> LISTED ENTRIES:
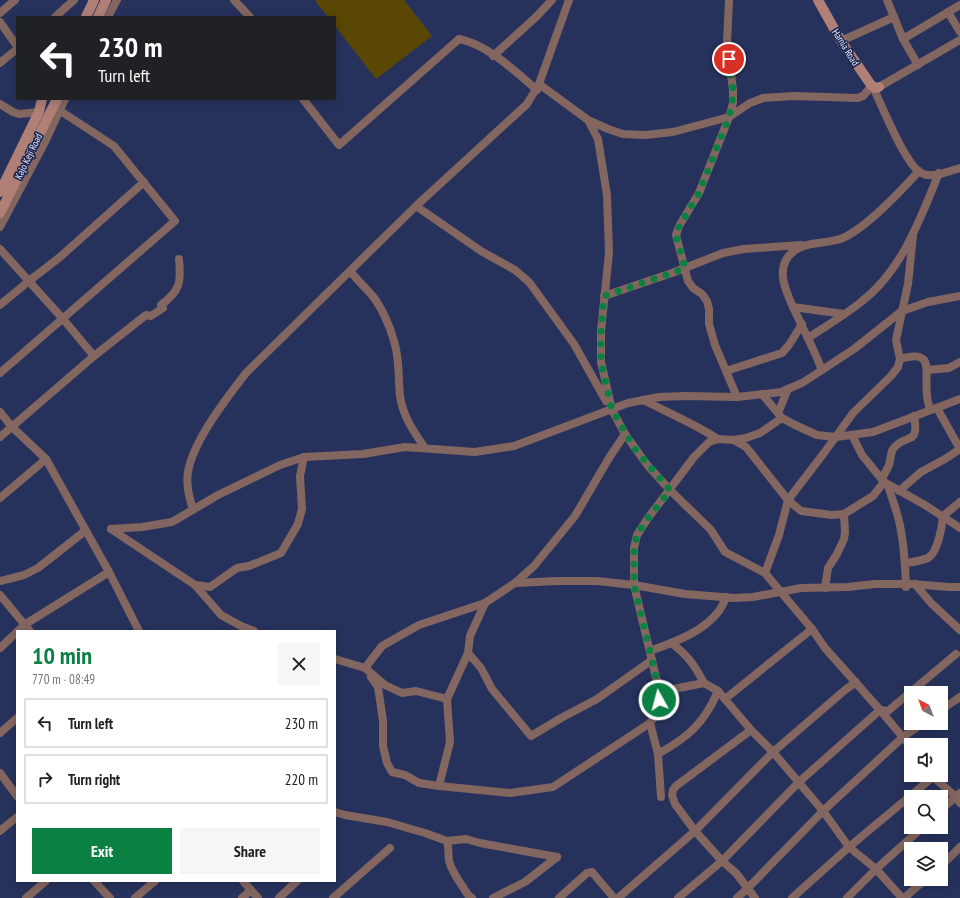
<!DOCTYPE html>
<meta charset="utf-8">
<style>
:root{--surface:#fff;--page:#f6f6f6;--text:#202124;--muted:#757577;--line:#e0e0e0;--accent:#0b8043}
body{margin:0;font-family:"PT Sans Narrow",sans-serif;background:var(--page);color:var(--text);height:100vh;display:flex;flex-direction:column;font-size:15px;white-space:nowrap}
*{box-sizing:border-box;margin:0}
p{font-size:13px;color:var(--muted)}
.icon{flex:none;width:22px;height:22px;fill:none;stroke:currentColor;stroke-width:2;stroke-linecap:round;stroke-linejoin:round}
.map{position:relative;flex:1;overflow:hidden}
.details{position:absolute;left:16px;top:630px;width:320px;height:252px;display:flex;flex-direction:column;background:var(--surface);border-radius:0px;box-shadow:0 2px 10px #0003}
.details>*{flex:none}
.banner{position:absolute;left:16px;top:16px;width:320px;height:84px;border-radius:0px;box-shadow:0 2px 10px #0003;background:#202124;color:#fff;overflow:hidden}
.needle{width:26px;rotate:319deg}
.buttons{position:absolute;left:904px;top:686px;display:grid;gap:8px}
.buttons a{display:grid;place-items:center;width:44px;height:44px;border-radius:0px;background:var(--surface);box-shadow:0 2px 10px #0003;font-size:20px}
.pin{position:absolute;display:grid;place-items:center;width:34px;height:34px;color:#fff;margin:-17px;border:2px solid #fff;border-radius:50%;box-shadow:0 1px 4px #0007}
.me{position:absolute;width:44px;margin:-22px;rotate:353deg;stroke-linejoin:round;filter:drop-shadow(0 0 3px #0008)}
.turn{display:flex;align-items:center;gap:14px;height:84px;padding:0 16px;font-size:18px}
.turn .icon{width:52px;height:52px;stroke-width:2.5}
.turn b{display:block;font-size:28px;line-height:34px}
.round{display:grid;place-items:center;flex:none;width:42px;height:42px;border-radius:0px;background:var(--page)}
.head{display:flex;align-items:center;justify-content:space-between;height:68px;padding:0 16px}
h1{font-size:24px;font-weight:700;line-height:30px;color:var(--accent)}
.primary-button{display:flex;gap:8px;margin-top:auto;padding:8px 16px}
.primary-button a{flex:1;height:46px;border-radius:0px;background:var(--accent);color:#fff;font-size:16px;font-weight:700;line-height:46px;text-align:center}
.primary-button a+a{background:var(--page);color:var(--text)}
ul{padding:0;list-style:none}
li{display:flex;align-items:center;gap:12px;height:50px;margin:0 8px 6px;padding:0 8px;border:2px solid var(--line);border-radius:0px}
li div{flex:1}
li b{display:block;font-size:15px}
li em{font-style:normal}
.map>svg:first-child{display:block}
.green{fill:#5a4704}
.lines{fill:none;stroke-linecap:round;stroke-linejoin:round}
.street{stroke:#846660;stroke-width:8}
.secondary{stroke:#b08077;stroke-width:10}
.route{stroke:#0b8043;stroke-width:7;stroke-dasharray:0 12.6}
.labels{text-anchor:middle;stroke-width:3.5;stroke-linejoin:round;paint-order:stroke}
.street-label{font-size:10px;fill:#e8eefe;stroke:#1d2751}
</style>
<div class="map">
<svg width="960" height="898" viewBox="0 0 960 898">
<rect width="100%" height="100%" fill="#27325c"/>
<!-- green -->
<polygon class="green" points="317,0 404,0 432,36 376,79 335,26 335,17 328,17 315,1"/>
<g class="lines">
<!-- street -->
<g class="street">
<polyline points="234,0 250,17"/>
<polyline points="729,0 727,43 733,90 733,103 729,117 699,193 679,226 676,235 688,281 693,288 702,294 707,301 709,309 709,324 715,345 737,397"/>
<polyline points="887,0 903,39 918,65"/>
<polyline points="948,12 960,32"/>
<polyline points="0,13 15,0"/>
<polyline points="55,17 74,0"/>
<polyline points="108,17 117,0"/>
<polyline points="0,22 17,46"/>
<polyline points="903,39 960,5"/>
<polyline points="841,41 894,17"/>
<polyline points="493,56 536,17 552,0"/>
<polyline points="0,63 17,49"/>
<polyline points="539,84 588,120 598,139 607,195 609,253 601,331 601,362 612,410 625,434 648,466 670,490 711,530 725,552 765,573 812,629 825,648 880,710 911,747"/>
<path d="M873,87C882,106 905,164 921,173C932,179 949,171 960,168"/>
<polyline points="879,87 960,40"/>
<path d="M303,99L339,145L459,39C487,44 516,72 537,90"/>
<polyline points="0,104 13,112 19,114 39,112"/>
<polyline points="588,120 608,129 623,134 645,135 673,132 729,117 750,103 763,98 794,96 858,98 863,96 872,86"/>
<polyline points="416,206 481,251 515,270 529,282 574,344 606,401"/>
<polyline points="0,227 44,144 65,99"/>
<polyline points="0,249 63,319 94,356"/>
<path d="M350,271C358,281 368,290 375,299C383,311 390,327 394,341C400,360 398,378 400,396C403,417 414,432 425,448"/>
<polyline points="604,296 672,273 723,253 744,249 801,245"/>
<polyline points="0,305 29,281 60,257 144,182"/>
<polyline points="793,307 844,314"/>
<path d="M808,338C826,326 845,315 861,302C902,271 920,219 939,173"/>
<path d="M900,359C936,348 924,372 927,395C927,400 929,405 930,410"/>
<path d="M822,370C816,355 809,340 802,326C792,303 766,265 799,248C814,240 832,245 847,236C871,223 900,192 919,171"/>
<polyline points="927,370 949,368 960,362"/>
<polyline points="726,371 782,353 789,345 802,324"/>
<polyline points="0,373 175,221 114,146 59,110"/>
<polyline points="762,394 782,418 795,425 817,435 836,437 873,432 960,399"/>
<path d="M643,400C669,413 693,423 718,439"/>
<polyline points="937,408 960,449"/>
<polyline points="0,412 12,427 46,459 109,572 139,631"/>
<polyline points="778,413 788,389"/>
<polyline points="852,435 862,455 884,482 925,505 960,528"/>
<path d="M0,437L94,356L146,315L151,316L163,308L161,305C181,290 181,282 179,259"/>
<polyline points="734,440 746,447 788,500 801,511 832,515 844,514 873,496 884,482"/>
<path d="M882,479C884,474 887,470 889,465C891,460 890,454 893,449C905,432 920,448 914,416"/>
<path d="M888,485C891,496 895,506 898,517C904,540 905,564 906,587"/>
<polyline points="899,491 921,472 945,459 960,449"/>
<polyline points="0,498 46,459"/>
<path d="M193,510C189,496 185,482 189,467C197,436 226,399 246,373L416,206L527,104L539,84L569,0"/>
<polyline points="111,529 142,527 172,522 218,495 280,465 304,457 363,454 405,447 475,452 514,446 628,403 659,397 686,396 737,397 781,392 802,383 822,370 854,349 902,311 928,302 960,296"/>
<polyline points="111,529 195,585 221,615 241,626 254,631"/>
<path d="M905,563C913,562 921,561 928,558C938,552 942,527 943,516L960,502"/>
<polyline points="765,573 779,535 788,500 824,453 853,413 891,376 898,367 900,359 896,340 908,284 913,236"/>
<polyline points="0,581 24,575 38,568 85,531"/>
<polyline points="515,583 557,581 597,581 634,585 685,594 734,598 753,597 801,588 848,587 875,584 912,584 949,587 960,587"/>
<polyline points="915,584 931,603 960,630"/>
<polyline points="195,585 210,587 237,568 249,566 281,553 298,524 302,509 300,476 304,457"/>
<polyline points="825,588 828,568 837,554 844,539 845,532 844,514"/>
<polyline points="0,595 30,631"/>
<polyline points="18,631 24,625 109,572"/>
<path d="M671,643C687,654 695,666 704,683"/>
<polyline points="0,648 17,632"/>
<path d="M650,651C674,642 702,633 719,611C722,607 724,602 726,597"/>
<polyline points="468,653 481,668 492,689 531,736 561,718 597,699 652,660"/>
<polyline points="335,659 365,668 382,646 419,625 485,603 515,583 534,566 575,516 609,458 625,434"/>
<path d="M365,668L385,685L402,693L416,691L447,699L450,742L439,786L510,793L553,787L650,723C659,711 659,701 658,686L634,585V548L637,535L648,518L694,457L709,442L718,439L734,440L746,438L760,433L782,418"/>
<polyline points="371,677 378,687 383,721 383,746 387,763 392,772 405,775 419,783 439,786"/>
<polyline points="658,692 704,683 718,691 751,730 773,752 823,811 849,847 876,869 902,898"/>
<polyline points="447,699 468,653 470,636 485,603"/>
<polyline points="725,699 812,629"/>
<polyline points="941,710 960,697"/>
<polyline points="650,723 658,754 661,797"/>
<polyline points="751,730 676,786 673,790 672,795 675,804 695,831 722,861 736,873 755,898"/>
<polyline points="0,733 17,718"/>
<path d="M658,754C688,737 704,724 718,691"/>
<polyline points="0,773 17,796"/>
<polyline points="931,775 955,796 960,803"/>
<polyline points="941,810 960,793"/>
<polyline points="335,812 345,815 387,822 425,833 447,841 466,839 480,843 557,857"/>
<polyline points="0,831 17,817"/>
<path d="M447,841C449,848 448,854 449,861C452,873 462,885 468,895L472,898"/>
<polyline points="941,866 960,847"/>
<polyline points="94,881 110,898"/>
<polyline points="243,881 258,898"/>
<polyline points="26,898 46,881"/>
<polyline points="135,898 155,881"/>
<polyline points="242,898 251,890"/>
<polyline points="279,898 297,881"/>
<polyline points="333,898 390,848"/>
<polyline points="493,898 525,882 557,857"/>
<polyline points="559,898 587,873 592,872 614,898"/>
<polyline points="618,898 695,831 773,752 845,690 856,682"/>
<polyline points="678,898 722,861 799,782 880,710 888,711 956,654"/>
<polyline points="737,898 747,889 823,811 903,737 923,723"/>
<polyline points="792,898 849,847 933,777"/>
<polyline points="847,898 876,869 923,827"/>
<polyline points="904,898 926,879"/>
</g>
<!-- secondary -->
<g class="secondary">
<polyline points="818,0 841,41 871,85 875,88 879,87"/>
<polyline points="86,17 94,0"/>
<polyline points="98,17 106,0"/>
<polyline points="0,192 39,112 42,99"/>
<polyline points="0,213 57,99"/>
</g>
</g>
<g class="lines">
<!-- route -->
<polyline class="route" points="659,700 658,686 634,585 634,548 637,535 648,518 670,490 635,449 612,410 601,362 601,331 604,296 672,273 685,268 676,235 677,230 699,193 729,117 732,103 733,90 729,59"/>
</g>
<g class="labels">
<!-- street labels -->
<g class="street-label">
<text transform="translate(846 47) rotate(58)" y="4">Hamia Road</text>
<text transform="translate(28 156) rotate(-64)" y="4">Kajo Keji Road</text>
</g>
</g>
</svg>
<div class="buttons">
<a><svg class="needle" viewBox="-14 -14 28 28"><path d="M0-13l5 13h-10z" fill="#e53935"/><path d="M0 13l5-13h-10z" fill="#757577"/></svg></a>
<a><svg class="icon" aria-label="sound" viewBox="0 0 24 24"><path d="M4 9h4l5-4v14l-5-4H4zM17 9q2 3 0 6"/></svg></a>
<a><svg class="icon" aria-label="search" viewBox="0 0 24 24"><circle cx="10" cy="10" r="6"/><path d="M15 15l6 6"/></svg></a>
<a><svg class="icon" aria-label="layers" viewBox="0 0 24 24"><path d="M12 4l9 5-9 5-9-5zM3 14l9 5 9-5"/></svg></a>
</div>
<div class="pin" style="left:729px;top:59px;background:#d93025"><svg class="icon" aria-label="arrive" viewBox="0 0 24 24"><path d="M6 21V4h12l-3 4 3 4H6"/></svg></div>
<svg class="me" style="left:659px;top:700px" viewBox="-20 -20 40 40"><circle r="17" fill="#0b8043" stroke="#fff" stroke-width="3"/><path d="M0-11L8 9 0 5-8 9z" fill="#fff"/></svg>
<div class="banner">
<div class="turn"><svg class="icon" aria-label="left" viewBox="0 0 24 24"><path d="M17 20v-9H6M10 6l-5 5 5 5"/></svg><div><b>230 m</b>Turn left</div></div>
</div>
<section class="details">
<div class="head"><div><h1>10 min</h1><p>770 m · 08:49</p></div><a class="round"><svg class="icon" aria-label="close" viewBox="0 0 24 24"><path d="M6 6l12 12M18 6L6 18"/></svg></a></div>
<ul>
<li><svg class="icon" aria-label="left" viewBox="0 0 24 24"><path d="M17 20v-9H6M10 6l-5 5 5 5"/></svg><div><b>Turn left</b></div><em>230 m</em></li>
<li><svg class="icon" aria-label="right" viewBox="0 0 24 24"><path d="M7 20v-9h11M14 6l5 5-5 5"/></svg><div><b>Turn right</b></div><em>220 m</em></li>
</ul>
<div class="primary-button"><a>Exit</a><a>Share</a></div>
</section>
</div>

> TASK:
Say how many lines of the data hold the string "left", with no other words in your reply.

> EXERCISE ANSWER:
7